Saved data entries:
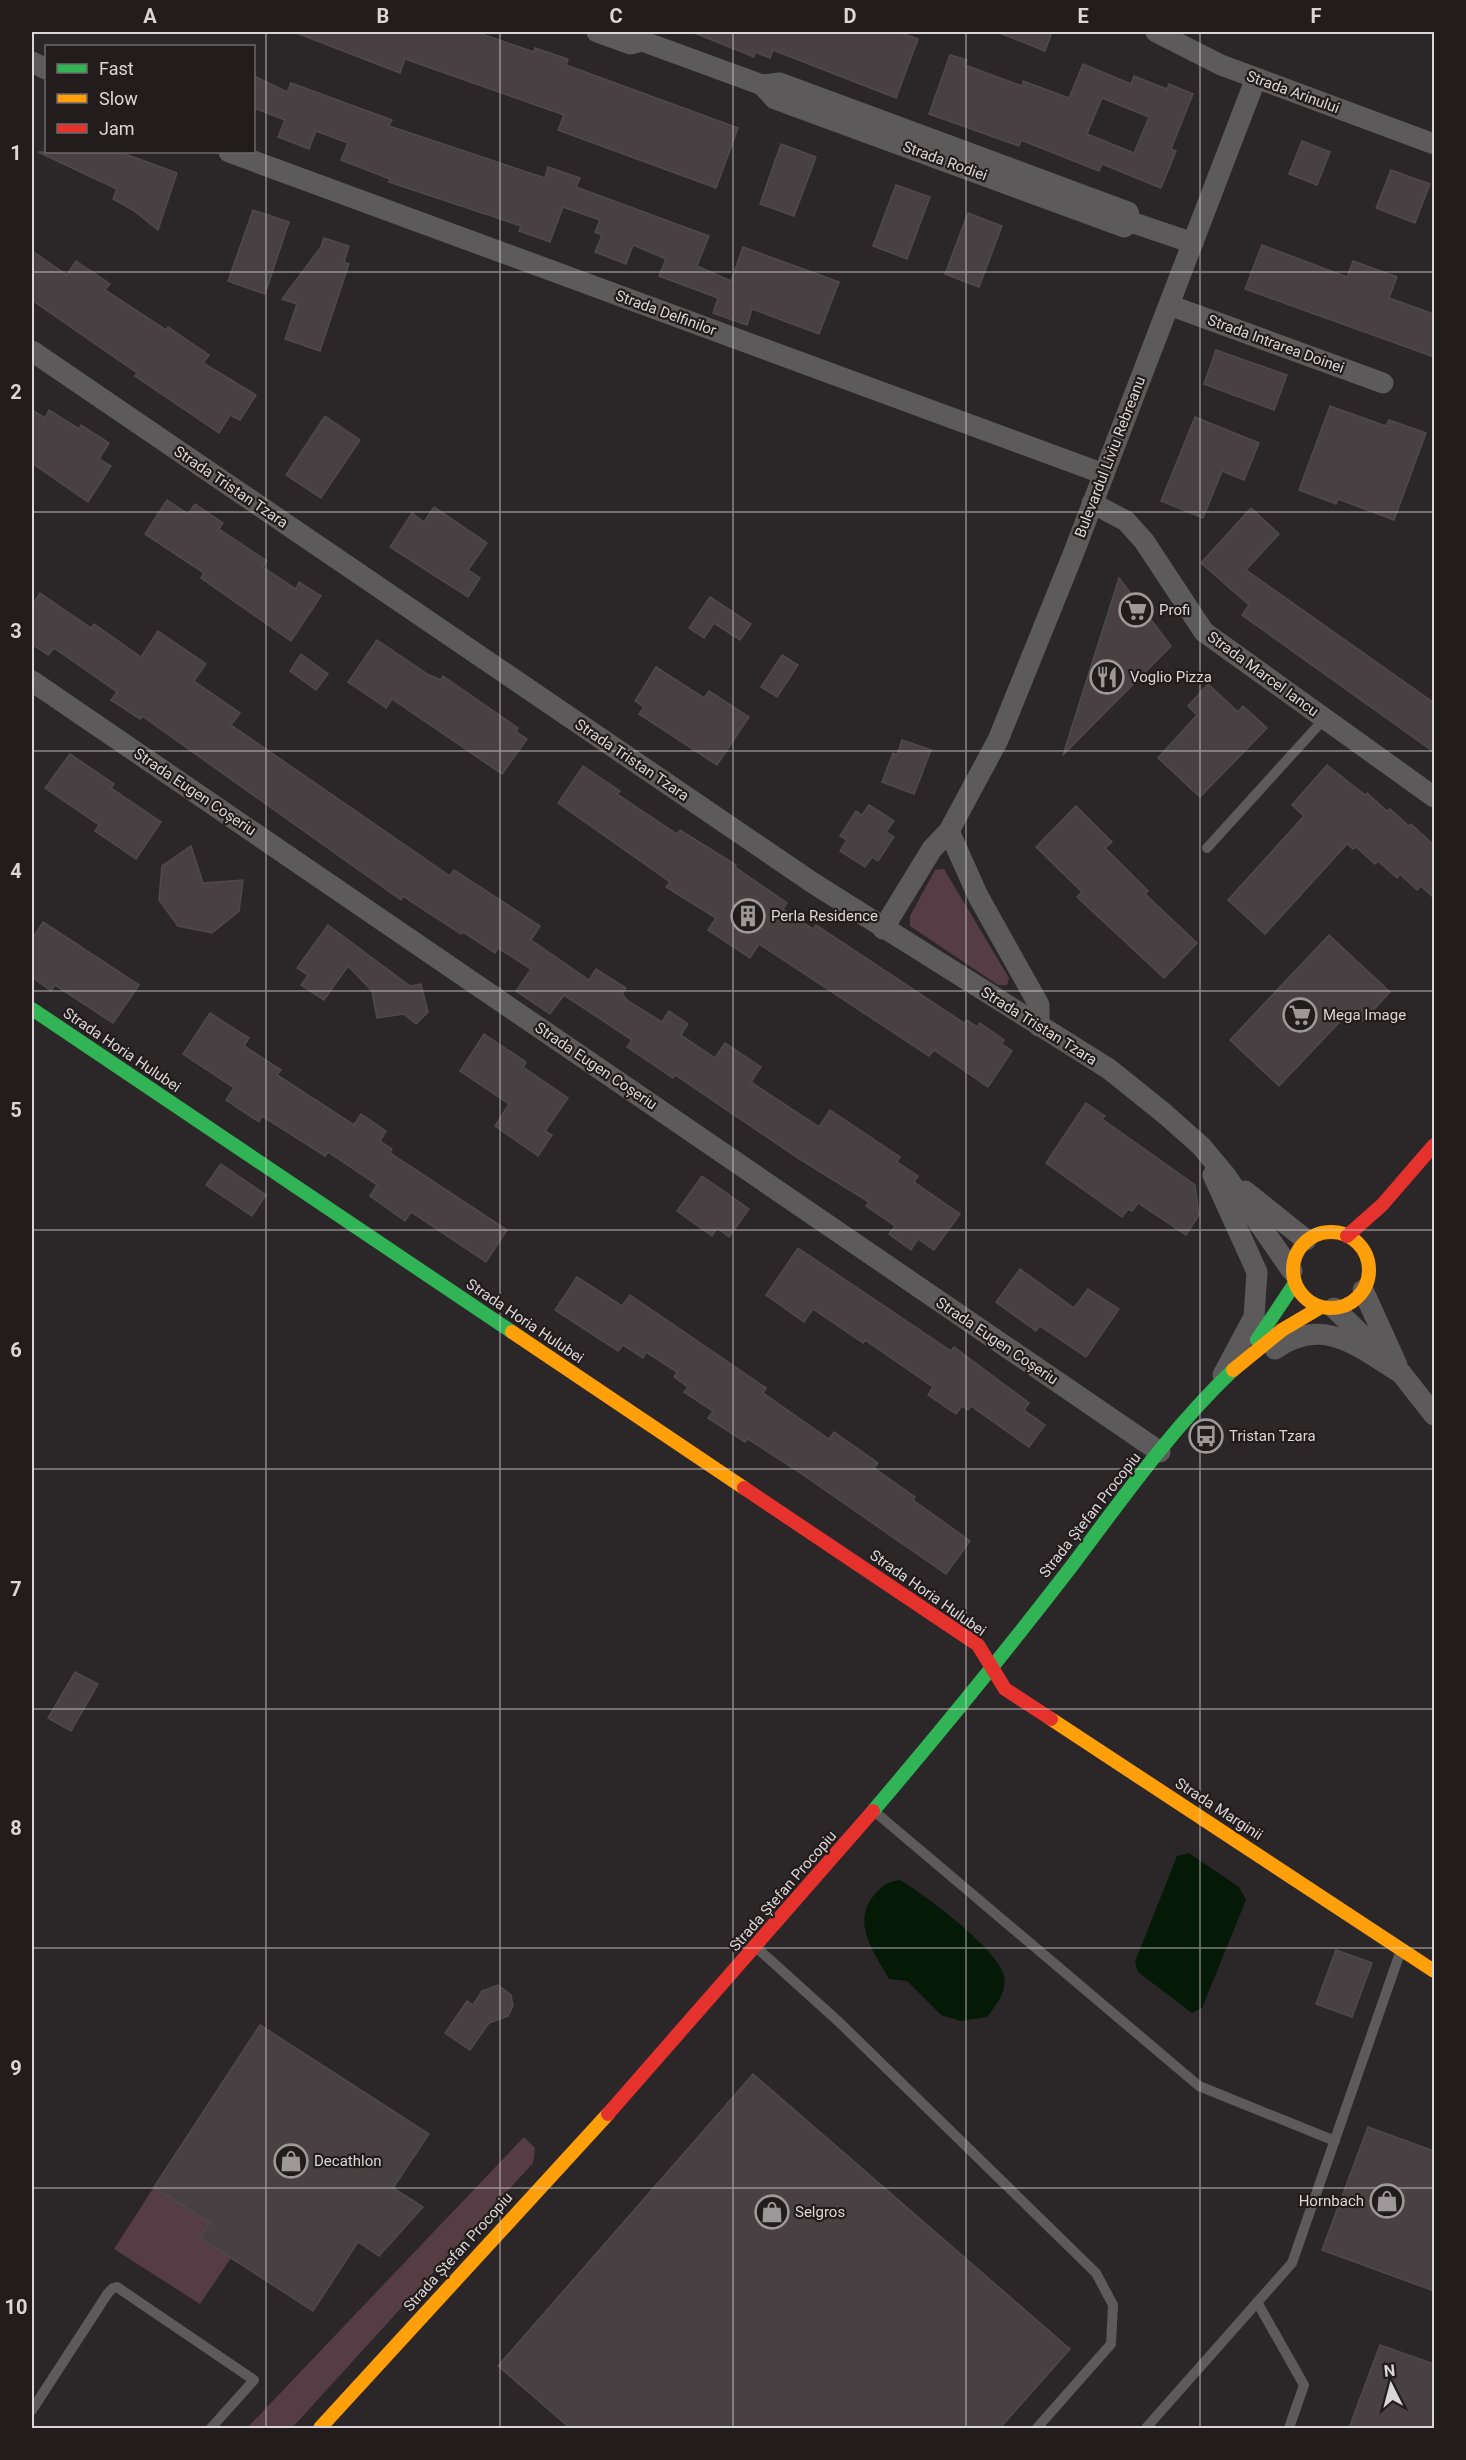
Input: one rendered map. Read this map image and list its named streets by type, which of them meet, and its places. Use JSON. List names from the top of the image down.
{
  "streets": {
    "street": [
      "Strada Arinului",
      "Strada Rodiei",
      "Strada Delfinilor",
      "Strada Intrarea Doinei",
      "Bulevardul Liviu Rebreanu",
      "Strada Tristan Tzara",
      "Strada Marcel Iancu",
      "Strada Eugen Coșeriu",
      "Strada Horia Hulubei",
      "Strada Ștefan Procopiu",
      "Strada Marginii"
    ]
  },
  "crossings": [
    ["Strada Arinului", "Bulevardul Liviu Rebreanu"],
    ["Strada Rodiei", "Bulevardul Liviu Rebreanu"],
    ["Strada Delfinilor", "Bulevardul Liviu Rebreanu"],
    ["Strada Intrarea Doinei", "Bulevardul Liviu Rebreanu"],
    ["Bulevardul Liviu Rebreanu", "Strada Tristan Tzara"],
    ["Bulevardul Liviu Rebreanu", "Strada Marcel Iancu"],
    ["Strada Tristan Tzara", "Strada Ștefan Procopiu"],
    ["Strada Eugen Coșeriu", "Strada Ștefan Procopiu"],
    ["Strada Horia Hulubei", "Strada Ștefan Procopiu"],
    ["Strada Horia Hulubei", "Strada Marginii"],
    ["Strada Ștefan Procopiu", "Strada Marginii"]
  ],
  "places": {
    "supermarket": ["Profi", "Mega Image"],
    "restaurant": ["Voglio Pizza"],
    "building": ["Perla Residence"],
    "bus stop": ["Tristan Tzara"],
    "shop": ["Decathlon", "Hornbach", "Selgros"]
  },
  "legend": ["Fast", "Slow", "Jam"],
  "north": "top",
  "grid": {
    "columns": [
      "A",
      "B",
      "C",
      "D",
      "E",
      "F"
    ],
    "rows": [
      "1",
      "2",
      "3",
      "4",
      "5",
      "6",
      "7",
      "8",
      "9",
      "10"
    ]
  }
}
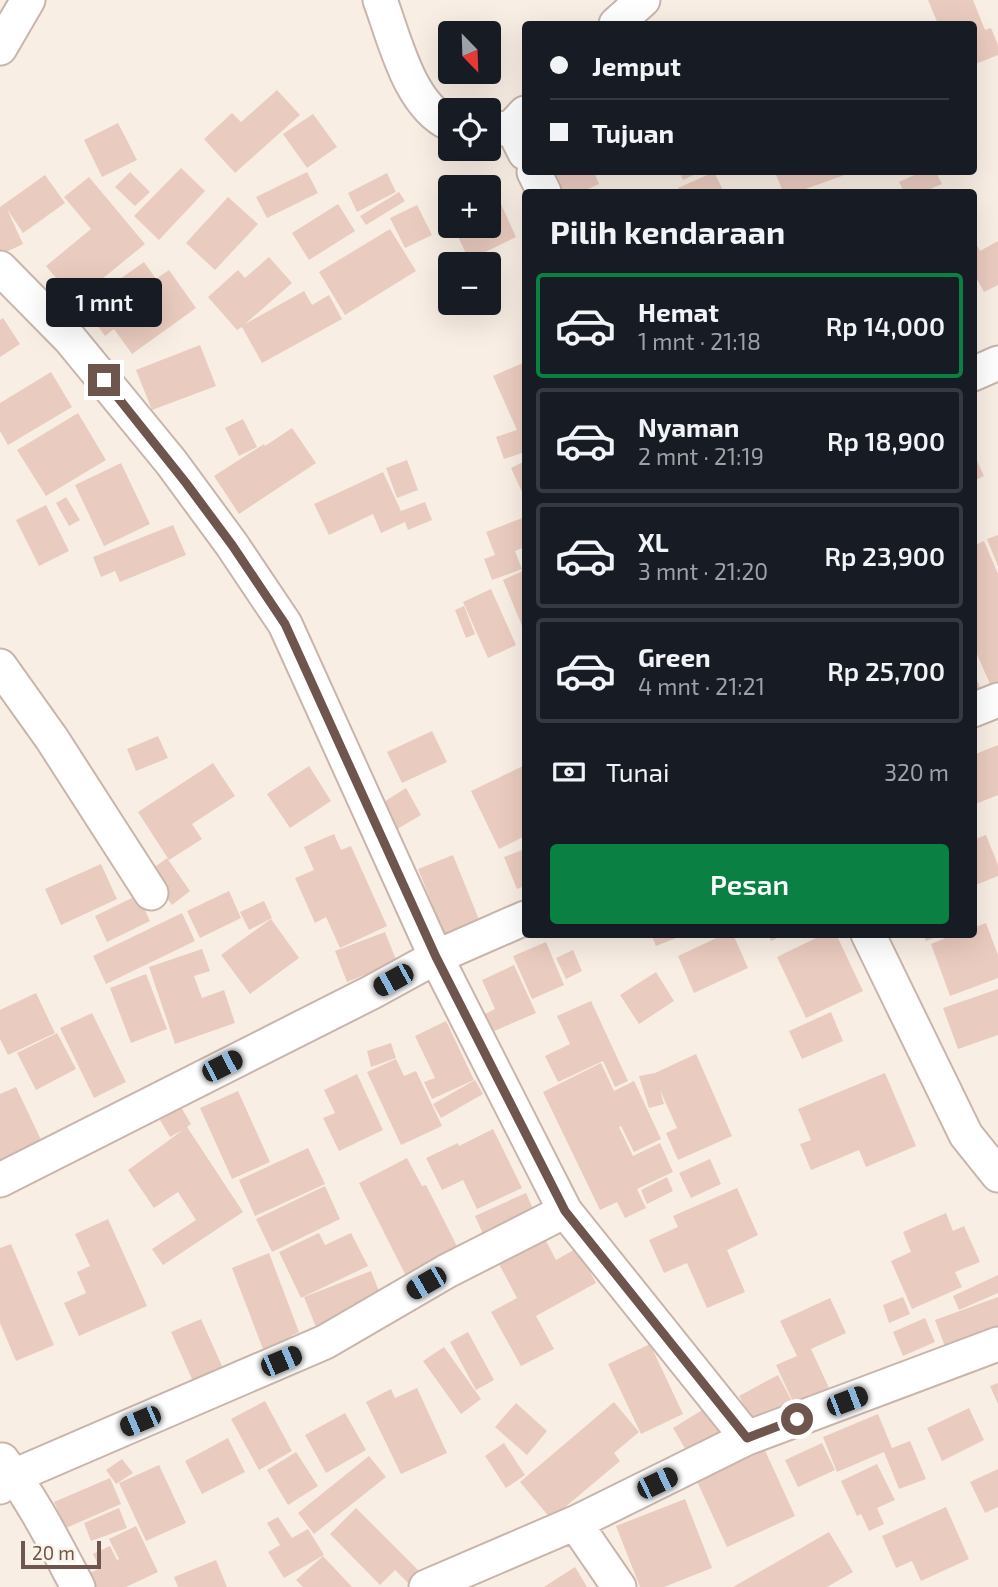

Exercise aim: Isolate the lines above that contain the word "Marginii" and copy them.

Exercise response:
      "Strada Marginii"
    ["Strada Horia Hulubei", "Strada Marginii"],
    ["Strada Ștefan Procopiu", "Strada Marginii"]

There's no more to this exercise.